The limitations involved in this type of study revolve around the collective expression of several different cell types (neurons, astrocytes, microglia, oligodendrocytes), each with different gene and protein expression patterns [47
]. Addiction studies are generally focused on the neuronal population, which comprises only 20–30% of the cellular population of the brain [48
]. This mixture of cellular populations has a direct effect on quantitation resulting in a muting of expression differences that occur in a subset of cells. Improvements in laser-capture microdissection may allow for future proteomic studies to examine specific cell types [49
Another challenge to neuroproteomic studies is that proteomic methods are limited in the number of proteins they can examine. Unlike gene expression studies which can examine tens of thousands of genes, proteomic studies, regardless of the specific techniques, can only examine a few thousand proteins at a time [12
]. Without the amplification techniques of molecular biology, proteomic studies often examine only the most abundant proteins.
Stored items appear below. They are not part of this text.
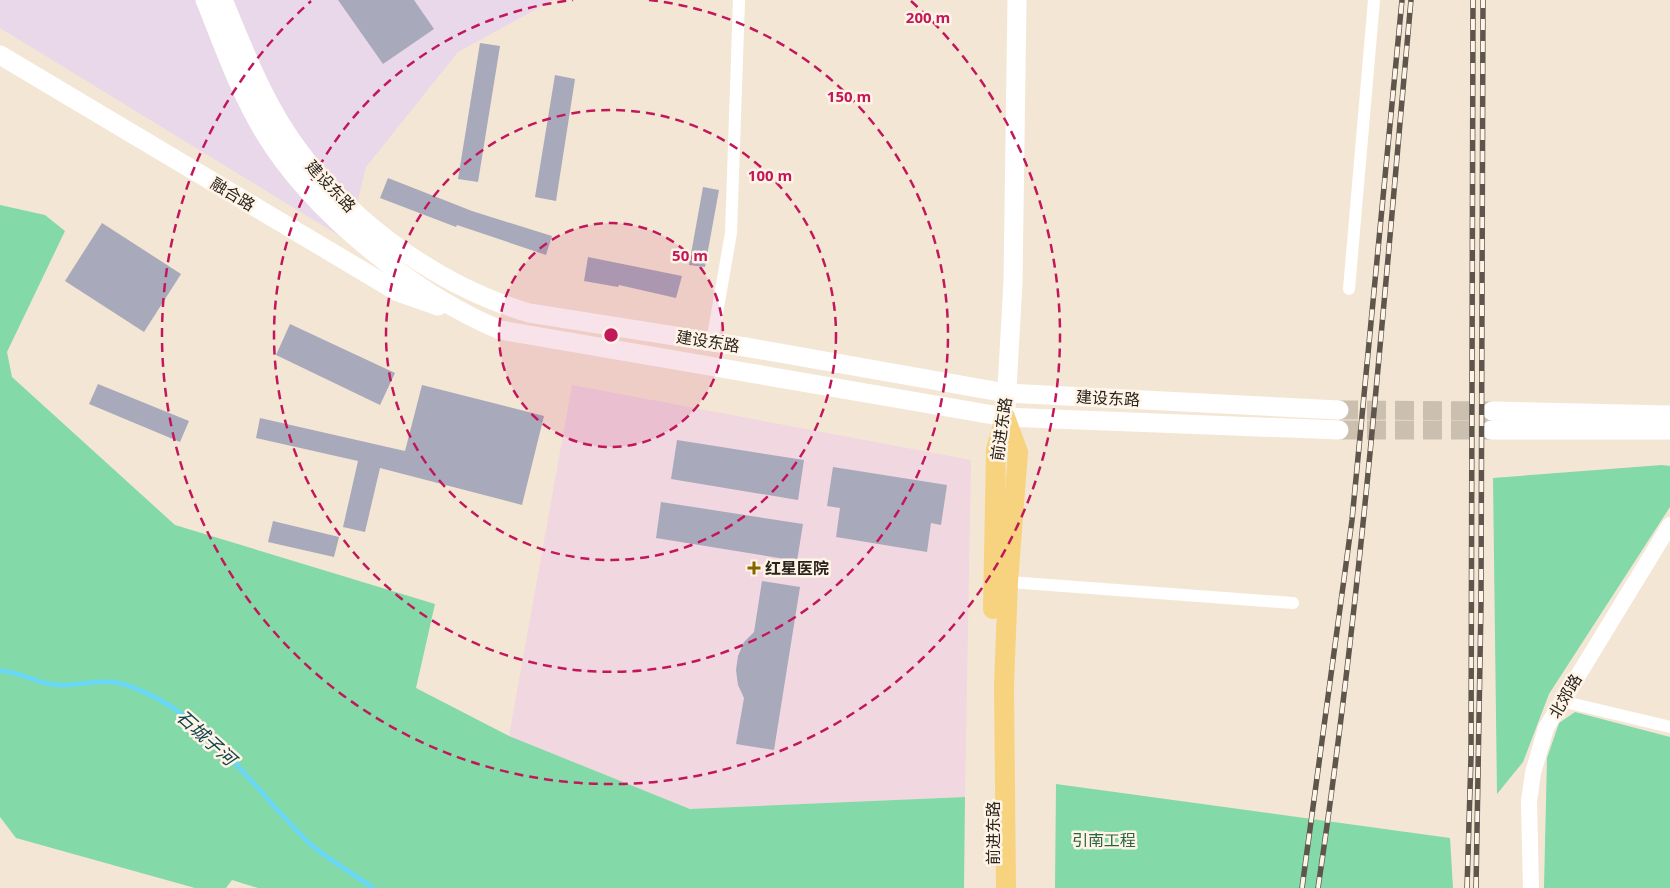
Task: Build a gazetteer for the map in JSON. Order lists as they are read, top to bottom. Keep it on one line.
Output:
{"streets":{"main road":["建设东路","融合路","前进东路"],"street":["北郊路"]},"crossings":[["建设东路","融合路"],["建设东路","前进东路"]],"water":["石城子河"],"parks":["引南工程"],"places":{"health":["红星医院"]},"rings":["200 m","150 m","100 m","50 m"]}
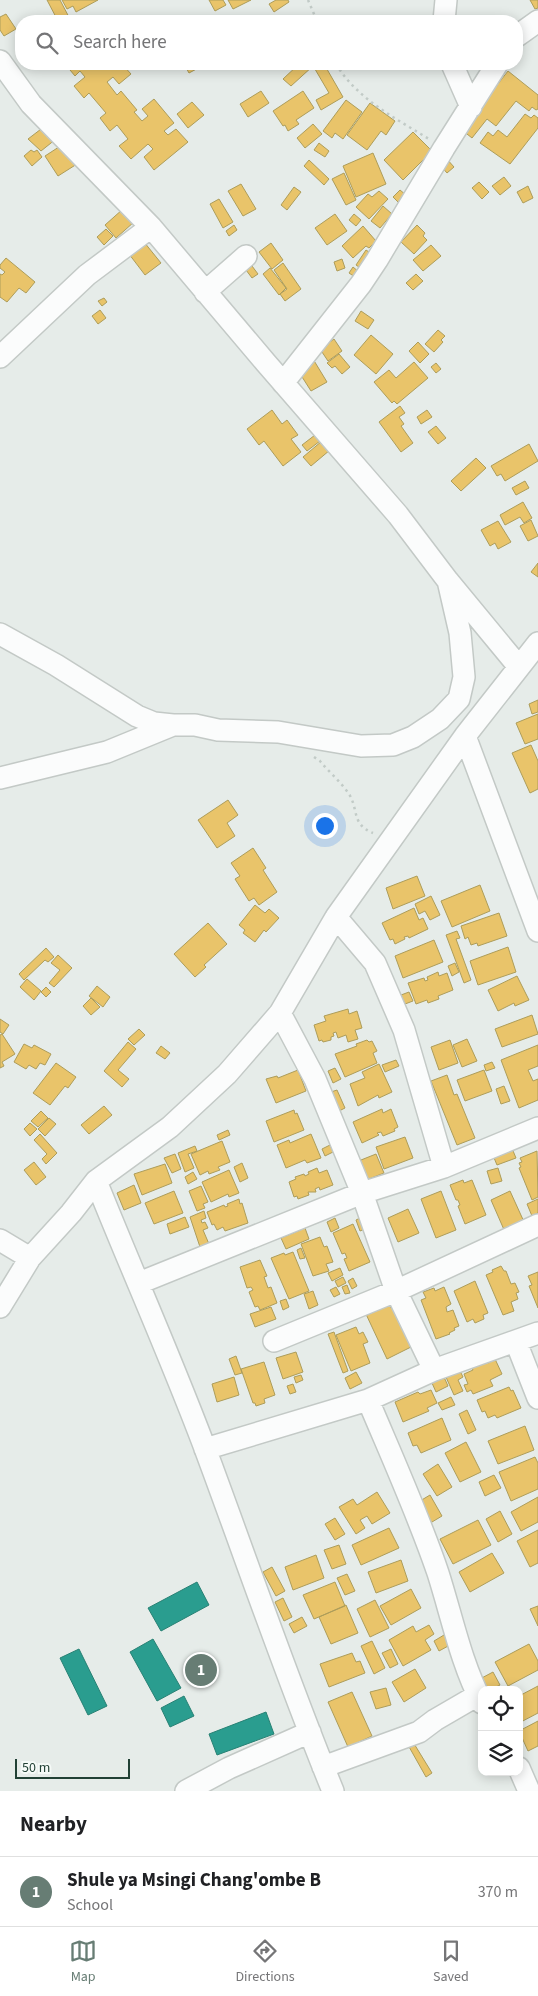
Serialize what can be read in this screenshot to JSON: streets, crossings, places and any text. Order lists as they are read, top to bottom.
{
  "scale_bar": "50 m",
  "page": {
    "search": "Search here",
    "pins": "1",
    "scale": "50 m",
    "heading": "Nearby",
    "list": [
      {
        "mark": "1",
        "name": "Shule ya Msingi Chang'ombe B",
        "note": "School",
        "value": "370 m"
      }
    ],
    "nav": ["Map", "Directions", "Saved"]
  }
}
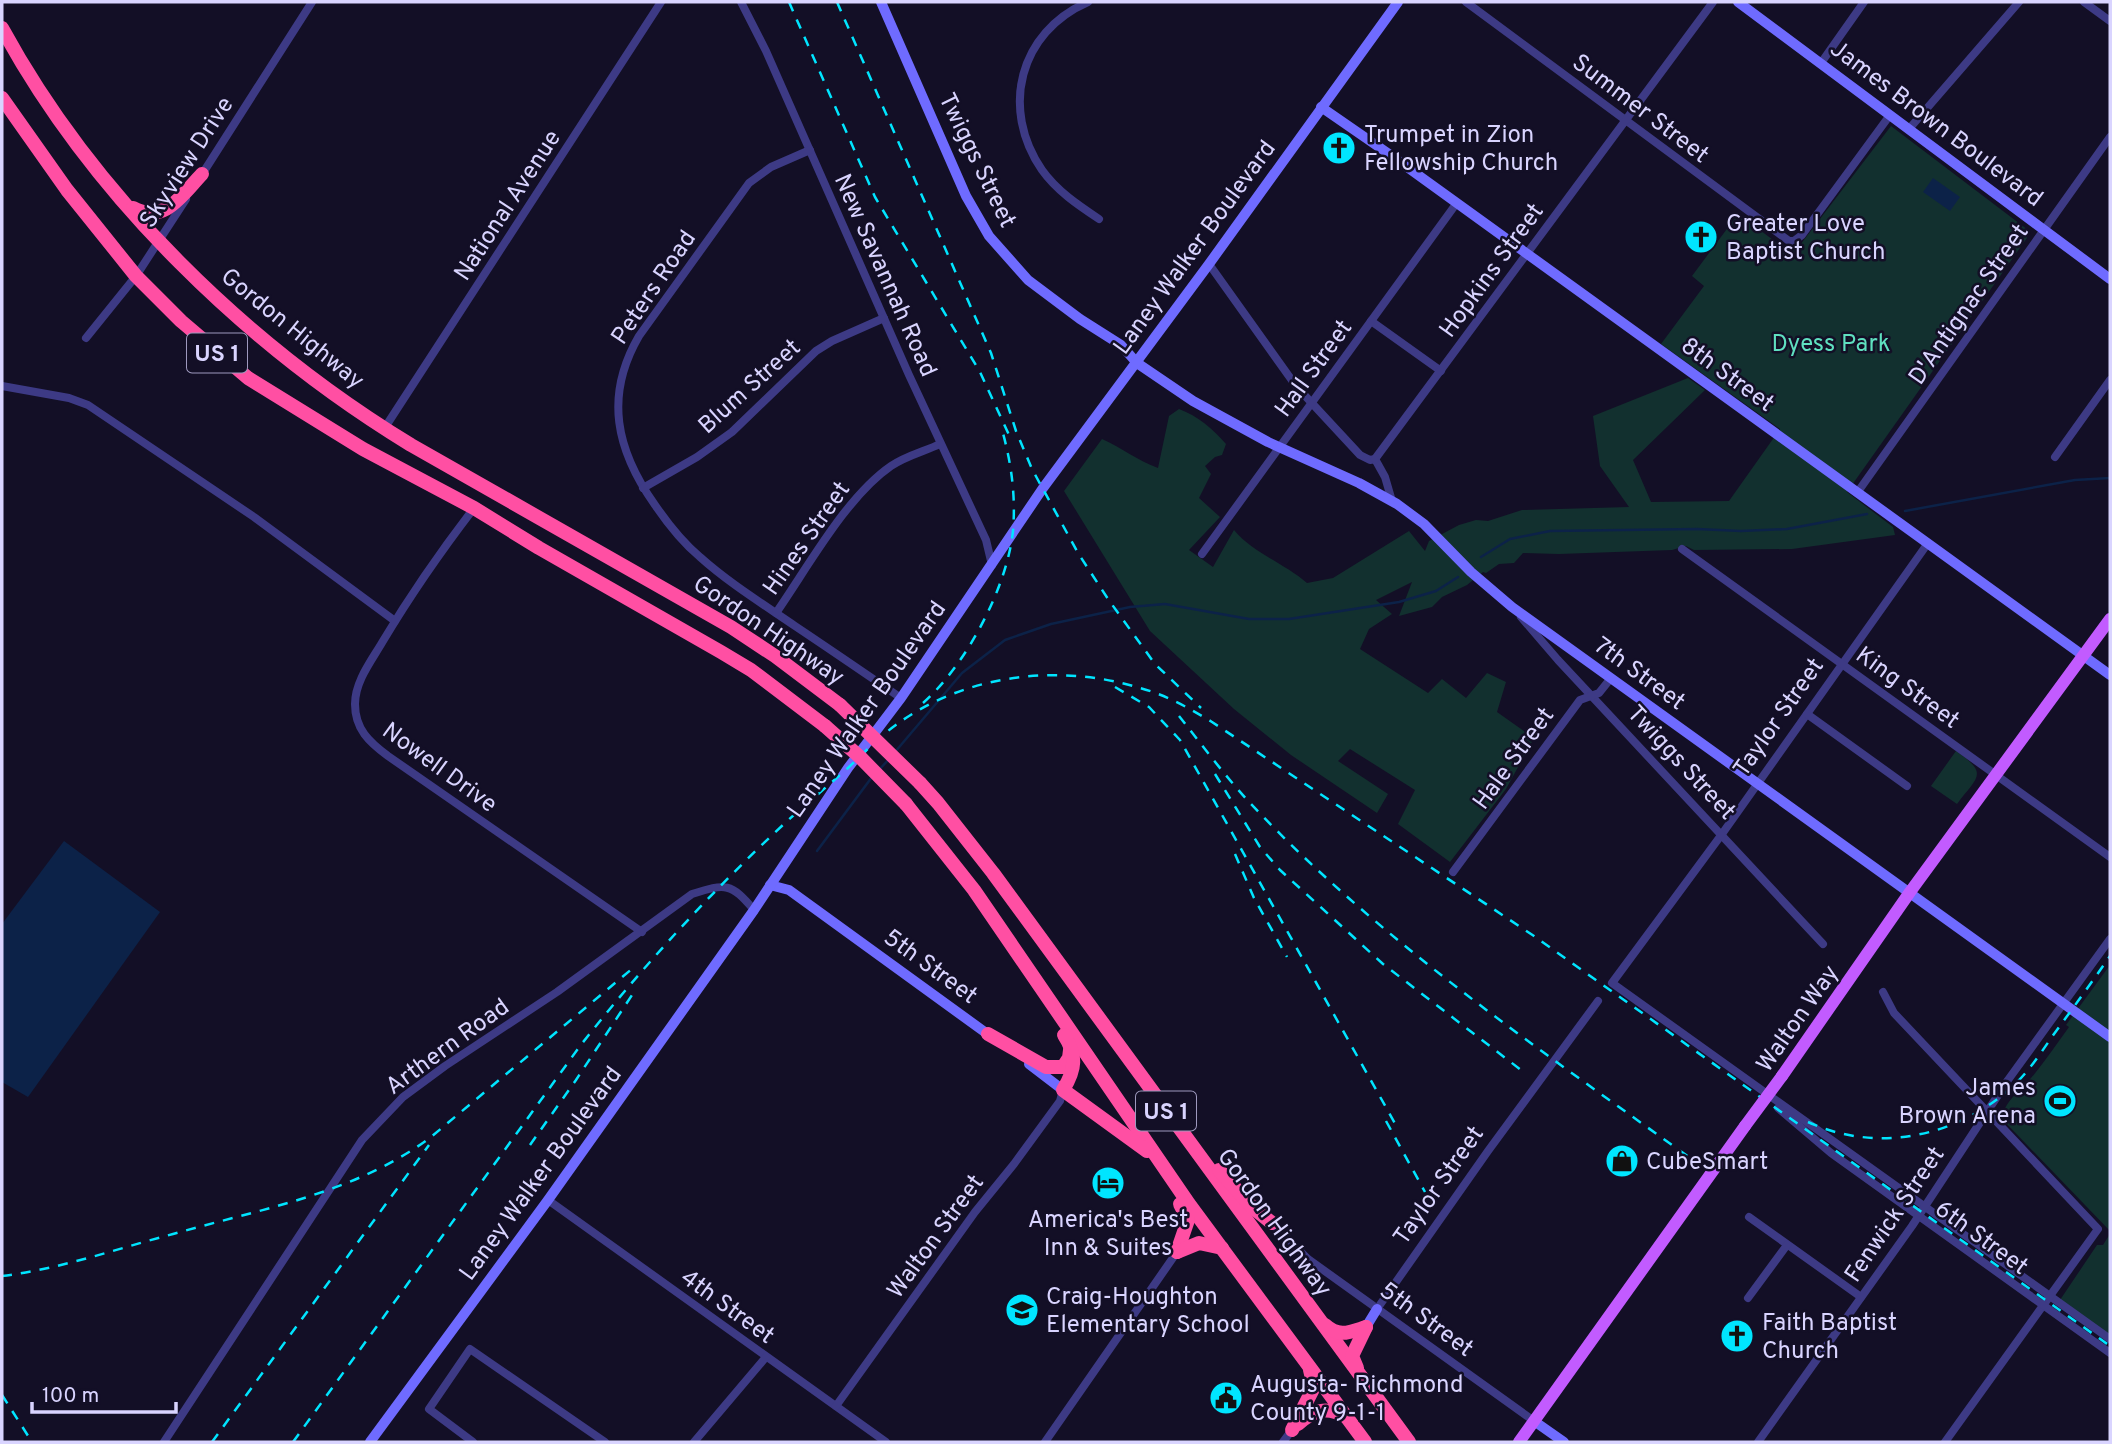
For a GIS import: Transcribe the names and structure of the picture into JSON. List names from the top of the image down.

Unchanged proteins were identified in this study for the purpose of investigating the classes of proteins represented by whole tissue proteomics (Supplementary Table 2
). Indeed, high abundance proteins, such as actin, tubulin, enolases, heat shock proteins, and mitochondrial respiration proteins compromised a large fraction of the over 150 proteins identified. Fractionation techniques, such as synaptosomal or post-synaptic density preparations, among others, may provide an approach to examine less abundant proteins related to cellular regions of interest [39
The strength of this study lies in the extension of proteomic changes that occur with drug administration into the realm of withdrawal periods using a large-scale discovery proteomic platform. Many of the studies referenced above refer to protein levels while drug (cocaine, heroin, and morphine) is still present within the body (or immediately after cessation of drug administration), while few extend analysis into periods of abstinence. This study demonstrates that many protein changes do not persist into periods of abstinence; however, there are many changes that do persist, leaving cocaine-abstinent animals with an altered proteomic profile. Those changes that persist may contribute to specific functions related to relapse liability. To further understand the implications of the changes identified, future studies will focus on localization and confirmation of these changes to specific cellular populations. Furthermore, the need has been highlighted for technological advancements in neuroproteomic studies of drug abuse and abstinence-associated physiology. Additional methodologies will be needed to increase the coverage and sensitivity of neuroproteomic studies to identify proteins involved in psychiatric disorders, including drug abuse.